- **ABOUT THIS EXERCISE**
Exactly the lines from the opening of the records through the line containing "What data does this map screen" should be copied, with both included.

- **Saved entries**

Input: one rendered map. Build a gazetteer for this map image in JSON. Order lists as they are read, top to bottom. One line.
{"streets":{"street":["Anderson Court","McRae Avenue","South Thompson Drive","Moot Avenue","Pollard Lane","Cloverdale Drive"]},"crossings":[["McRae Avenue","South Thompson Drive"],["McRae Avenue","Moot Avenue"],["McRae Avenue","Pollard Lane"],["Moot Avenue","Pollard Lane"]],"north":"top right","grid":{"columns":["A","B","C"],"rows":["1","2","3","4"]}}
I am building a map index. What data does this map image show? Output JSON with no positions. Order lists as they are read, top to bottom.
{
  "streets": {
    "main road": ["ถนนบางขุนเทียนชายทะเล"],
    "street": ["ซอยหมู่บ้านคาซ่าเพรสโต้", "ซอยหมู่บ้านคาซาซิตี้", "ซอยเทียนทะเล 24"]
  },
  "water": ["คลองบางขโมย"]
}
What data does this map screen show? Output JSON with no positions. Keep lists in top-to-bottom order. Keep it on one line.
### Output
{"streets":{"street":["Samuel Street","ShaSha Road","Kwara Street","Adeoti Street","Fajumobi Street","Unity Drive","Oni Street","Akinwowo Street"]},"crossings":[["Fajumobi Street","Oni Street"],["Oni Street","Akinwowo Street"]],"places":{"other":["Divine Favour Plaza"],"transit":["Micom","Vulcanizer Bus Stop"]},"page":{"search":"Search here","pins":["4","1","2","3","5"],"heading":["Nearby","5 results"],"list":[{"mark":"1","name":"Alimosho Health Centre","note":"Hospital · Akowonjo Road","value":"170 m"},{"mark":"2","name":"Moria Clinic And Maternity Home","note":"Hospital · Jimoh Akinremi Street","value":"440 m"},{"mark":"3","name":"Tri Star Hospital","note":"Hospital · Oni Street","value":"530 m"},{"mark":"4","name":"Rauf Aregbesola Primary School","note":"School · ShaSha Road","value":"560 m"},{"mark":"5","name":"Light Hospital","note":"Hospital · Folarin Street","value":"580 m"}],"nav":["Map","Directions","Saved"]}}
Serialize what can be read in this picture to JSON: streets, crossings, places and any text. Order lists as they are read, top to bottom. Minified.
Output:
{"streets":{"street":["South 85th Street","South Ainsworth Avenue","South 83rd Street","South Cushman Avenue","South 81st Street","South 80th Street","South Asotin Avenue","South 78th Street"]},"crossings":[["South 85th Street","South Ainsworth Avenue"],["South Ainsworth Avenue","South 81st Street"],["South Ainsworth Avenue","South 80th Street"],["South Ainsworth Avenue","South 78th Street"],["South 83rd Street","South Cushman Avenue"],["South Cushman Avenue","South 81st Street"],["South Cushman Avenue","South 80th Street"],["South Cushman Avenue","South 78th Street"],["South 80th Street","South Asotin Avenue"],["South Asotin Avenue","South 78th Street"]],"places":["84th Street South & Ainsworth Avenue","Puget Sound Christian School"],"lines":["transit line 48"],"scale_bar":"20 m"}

- **WRITTEN RESPONSE**
Input: one rendered map. Build a gazetteer for this map image in JSON. Order lists as they are read, top to bottom. One line.
{"streets":{"street":["Anderson Court","McRae Avenue","South Thompson Drive","Moot Avenue","Pollard Lane","Cloverdale Drive"]},"crossings":[["McRae Avenue","South Thompson Drive"],["McRae Avenue","Moot Avenue"],["McRae Avenue","Pollard Lane"],["Moot Avenue","Pollard Lane"]],"north":"top right","grid":{"columns":["A","B","C"],"rows":["1","2","3","4"]}}
I am building a map index. What data does this map image show? Output JSON with no positions. Order lists as they are read, top to bottom.
{
  "streets": {
    "main road": ["ถนนบางขุนเทียนชายทะเล"],
    "street": ["ซอยหมู่บ้านคาซ่าเพรสโต้", "ซอยหมู่บ้านคาซาซิตี้", "ซอยเทียนทะเล 24"]
  },
  "water": ["คลองบางขโมย"]
}
What data does this map screen show? Output JSON with no positions. Keep lists in top-to-bottom order. Keep it on one line.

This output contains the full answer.